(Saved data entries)
○ ○ ○

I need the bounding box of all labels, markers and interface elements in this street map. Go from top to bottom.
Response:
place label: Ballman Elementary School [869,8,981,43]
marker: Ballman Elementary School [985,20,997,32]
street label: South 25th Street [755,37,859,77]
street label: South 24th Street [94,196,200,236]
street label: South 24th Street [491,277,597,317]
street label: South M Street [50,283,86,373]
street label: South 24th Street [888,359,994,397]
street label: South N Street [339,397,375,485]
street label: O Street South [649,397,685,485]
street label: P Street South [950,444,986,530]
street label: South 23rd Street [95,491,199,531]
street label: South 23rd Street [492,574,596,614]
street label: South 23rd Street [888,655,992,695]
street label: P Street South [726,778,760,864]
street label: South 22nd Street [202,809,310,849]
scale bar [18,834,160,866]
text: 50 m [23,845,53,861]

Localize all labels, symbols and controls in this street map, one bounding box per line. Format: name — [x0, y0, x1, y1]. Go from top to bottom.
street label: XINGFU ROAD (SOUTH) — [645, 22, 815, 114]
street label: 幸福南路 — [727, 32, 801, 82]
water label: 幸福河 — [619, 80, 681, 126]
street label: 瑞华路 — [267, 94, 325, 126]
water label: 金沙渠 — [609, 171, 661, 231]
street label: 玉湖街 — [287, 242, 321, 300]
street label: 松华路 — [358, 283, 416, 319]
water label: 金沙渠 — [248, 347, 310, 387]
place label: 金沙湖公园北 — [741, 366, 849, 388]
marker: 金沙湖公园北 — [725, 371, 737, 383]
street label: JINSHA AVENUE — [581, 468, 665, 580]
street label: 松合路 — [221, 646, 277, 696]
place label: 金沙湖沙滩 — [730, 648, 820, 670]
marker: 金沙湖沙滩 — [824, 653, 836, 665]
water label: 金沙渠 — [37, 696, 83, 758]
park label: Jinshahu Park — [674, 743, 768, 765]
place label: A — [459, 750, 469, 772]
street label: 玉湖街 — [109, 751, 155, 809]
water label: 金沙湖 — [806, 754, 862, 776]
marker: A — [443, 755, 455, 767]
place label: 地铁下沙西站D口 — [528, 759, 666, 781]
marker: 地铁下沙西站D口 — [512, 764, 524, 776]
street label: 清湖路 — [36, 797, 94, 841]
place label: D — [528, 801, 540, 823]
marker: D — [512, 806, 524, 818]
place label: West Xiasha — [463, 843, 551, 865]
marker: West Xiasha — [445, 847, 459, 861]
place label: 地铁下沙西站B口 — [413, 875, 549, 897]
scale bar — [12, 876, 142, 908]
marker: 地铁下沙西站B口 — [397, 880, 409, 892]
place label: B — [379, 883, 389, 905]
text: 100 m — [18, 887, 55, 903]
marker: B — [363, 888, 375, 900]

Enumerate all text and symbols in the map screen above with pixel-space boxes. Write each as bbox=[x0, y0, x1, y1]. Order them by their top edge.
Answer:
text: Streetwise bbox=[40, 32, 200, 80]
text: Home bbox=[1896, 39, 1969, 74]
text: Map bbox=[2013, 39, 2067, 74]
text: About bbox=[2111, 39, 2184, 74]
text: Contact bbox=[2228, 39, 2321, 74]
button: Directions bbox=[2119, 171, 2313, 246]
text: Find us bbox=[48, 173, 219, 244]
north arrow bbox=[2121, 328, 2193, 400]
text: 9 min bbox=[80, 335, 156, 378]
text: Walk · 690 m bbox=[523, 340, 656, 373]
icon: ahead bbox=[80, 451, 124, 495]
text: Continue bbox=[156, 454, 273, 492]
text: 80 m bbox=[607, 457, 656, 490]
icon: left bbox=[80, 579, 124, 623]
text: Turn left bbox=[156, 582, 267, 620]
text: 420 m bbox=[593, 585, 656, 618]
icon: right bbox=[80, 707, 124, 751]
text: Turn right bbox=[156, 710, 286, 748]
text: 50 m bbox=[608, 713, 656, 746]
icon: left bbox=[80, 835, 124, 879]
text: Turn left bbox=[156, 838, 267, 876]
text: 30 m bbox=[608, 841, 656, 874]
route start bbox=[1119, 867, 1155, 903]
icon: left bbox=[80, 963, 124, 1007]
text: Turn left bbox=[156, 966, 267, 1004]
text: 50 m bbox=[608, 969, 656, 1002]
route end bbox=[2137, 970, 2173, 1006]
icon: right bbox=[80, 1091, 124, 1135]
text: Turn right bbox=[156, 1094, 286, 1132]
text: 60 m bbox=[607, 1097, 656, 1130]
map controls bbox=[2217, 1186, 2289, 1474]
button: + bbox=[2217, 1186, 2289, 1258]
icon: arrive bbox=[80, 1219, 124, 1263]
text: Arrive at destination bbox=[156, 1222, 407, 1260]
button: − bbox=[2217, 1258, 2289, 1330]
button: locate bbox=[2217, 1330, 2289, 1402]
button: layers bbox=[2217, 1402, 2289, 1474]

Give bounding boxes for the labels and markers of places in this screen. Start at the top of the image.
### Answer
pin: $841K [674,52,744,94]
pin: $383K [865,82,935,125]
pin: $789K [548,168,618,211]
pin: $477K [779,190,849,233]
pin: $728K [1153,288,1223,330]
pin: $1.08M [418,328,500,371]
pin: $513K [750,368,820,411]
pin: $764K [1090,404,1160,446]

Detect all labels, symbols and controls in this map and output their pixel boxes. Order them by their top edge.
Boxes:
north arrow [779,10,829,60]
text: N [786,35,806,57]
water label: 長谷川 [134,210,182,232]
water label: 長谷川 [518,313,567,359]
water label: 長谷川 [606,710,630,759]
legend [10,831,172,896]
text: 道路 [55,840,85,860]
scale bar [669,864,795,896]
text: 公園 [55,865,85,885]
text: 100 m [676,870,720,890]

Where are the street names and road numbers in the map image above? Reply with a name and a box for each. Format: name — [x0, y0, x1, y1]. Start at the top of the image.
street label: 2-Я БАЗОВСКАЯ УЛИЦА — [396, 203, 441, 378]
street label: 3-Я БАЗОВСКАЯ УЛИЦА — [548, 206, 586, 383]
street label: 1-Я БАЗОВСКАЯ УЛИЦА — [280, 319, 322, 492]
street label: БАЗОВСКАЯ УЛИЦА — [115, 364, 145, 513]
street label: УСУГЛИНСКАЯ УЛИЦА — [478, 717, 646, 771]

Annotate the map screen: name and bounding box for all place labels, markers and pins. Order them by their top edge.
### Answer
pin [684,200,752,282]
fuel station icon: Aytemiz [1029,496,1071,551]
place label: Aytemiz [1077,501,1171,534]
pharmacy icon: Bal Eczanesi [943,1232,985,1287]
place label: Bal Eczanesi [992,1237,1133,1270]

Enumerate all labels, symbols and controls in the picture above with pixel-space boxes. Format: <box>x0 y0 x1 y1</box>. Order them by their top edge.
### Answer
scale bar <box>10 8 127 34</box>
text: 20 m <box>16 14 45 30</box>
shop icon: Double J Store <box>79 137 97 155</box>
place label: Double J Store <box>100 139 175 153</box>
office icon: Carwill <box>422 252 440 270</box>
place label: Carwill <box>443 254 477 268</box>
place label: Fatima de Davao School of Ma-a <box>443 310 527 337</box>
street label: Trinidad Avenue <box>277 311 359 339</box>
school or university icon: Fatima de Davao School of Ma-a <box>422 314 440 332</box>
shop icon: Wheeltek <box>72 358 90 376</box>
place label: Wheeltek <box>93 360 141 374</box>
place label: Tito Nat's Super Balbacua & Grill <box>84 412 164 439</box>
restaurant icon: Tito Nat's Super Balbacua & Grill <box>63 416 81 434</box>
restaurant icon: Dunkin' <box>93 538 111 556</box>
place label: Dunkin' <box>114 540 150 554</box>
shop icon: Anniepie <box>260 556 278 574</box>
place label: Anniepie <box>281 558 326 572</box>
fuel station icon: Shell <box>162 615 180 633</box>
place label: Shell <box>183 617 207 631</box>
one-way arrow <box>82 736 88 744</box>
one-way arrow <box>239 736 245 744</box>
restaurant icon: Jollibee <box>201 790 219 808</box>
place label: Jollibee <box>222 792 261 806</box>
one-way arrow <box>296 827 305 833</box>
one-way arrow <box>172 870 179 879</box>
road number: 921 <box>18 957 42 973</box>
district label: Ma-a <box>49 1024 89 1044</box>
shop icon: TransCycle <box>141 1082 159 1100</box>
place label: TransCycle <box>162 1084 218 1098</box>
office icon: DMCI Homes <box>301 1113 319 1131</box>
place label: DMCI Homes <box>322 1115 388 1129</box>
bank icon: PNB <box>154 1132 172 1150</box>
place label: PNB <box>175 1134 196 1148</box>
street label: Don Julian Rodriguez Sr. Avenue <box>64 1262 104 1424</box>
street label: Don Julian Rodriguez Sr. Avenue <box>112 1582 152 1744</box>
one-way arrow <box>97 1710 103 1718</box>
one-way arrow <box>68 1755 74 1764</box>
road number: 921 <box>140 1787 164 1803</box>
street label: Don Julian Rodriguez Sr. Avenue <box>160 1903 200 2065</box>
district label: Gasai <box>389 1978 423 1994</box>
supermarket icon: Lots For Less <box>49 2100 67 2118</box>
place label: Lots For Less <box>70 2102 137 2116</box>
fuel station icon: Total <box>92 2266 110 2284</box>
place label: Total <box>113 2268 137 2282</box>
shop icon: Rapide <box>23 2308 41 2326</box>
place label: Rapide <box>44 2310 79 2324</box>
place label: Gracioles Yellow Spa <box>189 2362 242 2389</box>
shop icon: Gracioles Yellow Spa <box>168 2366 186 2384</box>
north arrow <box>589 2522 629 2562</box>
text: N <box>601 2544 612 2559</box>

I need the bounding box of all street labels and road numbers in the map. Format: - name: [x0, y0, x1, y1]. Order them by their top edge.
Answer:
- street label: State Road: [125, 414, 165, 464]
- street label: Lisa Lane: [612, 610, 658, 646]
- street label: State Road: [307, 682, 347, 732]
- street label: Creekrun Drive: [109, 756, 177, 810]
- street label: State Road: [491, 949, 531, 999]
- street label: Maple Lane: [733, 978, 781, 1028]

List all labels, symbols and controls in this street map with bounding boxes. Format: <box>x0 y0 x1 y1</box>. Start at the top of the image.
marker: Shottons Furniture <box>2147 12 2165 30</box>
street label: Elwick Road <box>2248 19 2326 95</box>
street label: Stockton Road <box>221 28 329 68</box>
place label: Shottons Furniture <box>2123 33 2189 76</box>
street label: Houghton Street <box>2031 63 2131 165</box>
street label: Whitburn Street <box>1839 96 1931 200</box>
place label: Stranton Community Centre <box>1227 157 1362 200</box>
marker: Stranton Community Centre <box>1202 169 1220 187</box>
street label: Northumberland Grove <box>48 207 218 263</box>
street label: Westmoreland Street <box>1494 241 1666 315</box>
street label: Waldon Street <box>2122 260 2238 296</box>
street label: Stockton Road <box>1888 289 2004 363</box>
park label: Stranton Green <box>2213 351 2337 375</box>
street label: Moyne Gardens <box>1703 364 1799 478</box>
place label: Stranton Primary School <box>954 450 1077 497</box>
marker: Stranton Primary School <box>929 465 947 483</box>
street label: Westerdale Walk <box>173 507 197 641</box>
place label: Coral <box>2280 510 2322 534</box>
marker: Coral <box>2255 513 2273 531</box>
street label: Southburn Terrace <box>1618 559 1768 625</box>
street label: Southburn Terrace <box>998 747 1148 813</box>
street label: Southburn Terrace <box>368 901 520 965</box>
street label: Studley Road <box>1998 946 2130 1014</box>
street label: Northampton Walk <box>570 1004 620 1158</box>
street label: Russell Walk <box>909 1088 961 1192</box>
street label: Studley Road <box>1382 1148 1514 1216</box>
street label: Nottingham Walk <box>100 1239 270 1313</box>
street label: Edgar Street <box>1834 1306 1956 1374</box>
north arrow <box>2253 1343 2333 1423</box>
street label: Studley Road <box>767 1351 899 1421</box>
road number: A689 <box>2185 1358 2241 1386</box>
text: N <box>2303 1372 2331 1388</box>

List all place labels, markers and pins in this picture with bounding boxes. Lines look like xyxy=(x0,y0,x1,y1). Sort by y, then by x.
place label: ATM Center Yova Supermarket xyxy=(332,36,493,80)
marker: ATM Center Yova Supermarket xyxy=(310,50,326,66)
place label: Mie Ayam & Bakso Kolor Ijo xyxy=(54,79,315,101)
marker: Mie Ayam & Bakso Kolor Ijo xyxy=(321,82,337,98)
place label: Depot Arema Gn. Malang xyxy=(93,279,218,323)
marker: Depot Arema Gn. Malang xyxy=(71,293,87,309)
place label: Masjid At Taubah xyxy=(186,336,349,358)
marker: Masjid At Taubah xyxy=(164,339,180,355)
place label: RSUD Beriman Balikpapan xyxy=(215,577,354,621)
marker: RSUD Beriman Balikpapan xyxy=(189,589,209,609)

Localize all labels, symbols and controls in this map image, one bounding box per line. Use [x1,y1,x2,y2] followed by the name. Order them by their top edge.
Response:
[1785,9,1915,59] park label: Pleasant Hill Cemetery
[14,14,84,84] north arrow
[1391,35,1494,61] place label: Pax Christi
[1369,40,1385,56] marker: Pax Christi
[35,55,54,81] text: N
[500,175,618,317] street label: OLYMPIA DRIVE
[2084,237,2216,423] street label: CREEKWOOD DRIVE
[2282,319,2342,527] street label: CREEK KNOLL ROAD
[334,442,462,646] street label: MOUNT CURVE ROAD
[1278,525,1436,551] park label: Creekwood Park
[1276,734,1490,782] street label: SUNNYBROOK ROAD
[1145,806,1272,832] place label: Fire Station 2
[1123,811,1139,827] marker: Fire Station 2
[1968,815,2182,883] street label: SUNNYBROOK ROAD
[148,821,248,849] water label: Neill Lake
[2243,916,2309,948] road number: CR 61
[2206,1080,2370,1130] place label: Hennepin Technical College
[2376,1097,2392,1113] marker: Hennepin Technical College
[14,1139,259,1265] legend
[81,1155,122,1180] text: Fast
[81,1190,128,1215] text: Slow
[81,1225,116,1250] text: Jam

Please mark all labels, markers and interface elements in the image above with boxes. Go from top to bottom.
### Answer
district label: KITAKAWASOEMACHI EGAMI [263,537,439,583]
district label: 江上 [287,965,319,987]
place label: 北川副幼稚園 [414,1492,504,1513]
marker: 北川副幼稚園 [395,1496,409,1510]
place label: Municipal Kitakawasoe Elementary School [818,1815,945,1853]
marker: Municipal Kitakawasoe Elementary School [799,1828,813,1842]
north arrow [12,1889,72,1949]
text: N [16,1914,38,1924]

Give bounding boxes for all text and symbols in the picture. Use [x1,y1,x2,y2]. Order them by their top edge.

○ ○ ○

**Prompt:**
Read through the entries above, and wherever a line holds the string "need", copy it.

**Response area:**
I need the bounding box of all labels, markers and interface elements in this street map. Go from top to bottom.
I need the bounding box of all street labels and road numbers in the map. Format: - name: [x0, y0, x1, y1]. Order them by their top edge.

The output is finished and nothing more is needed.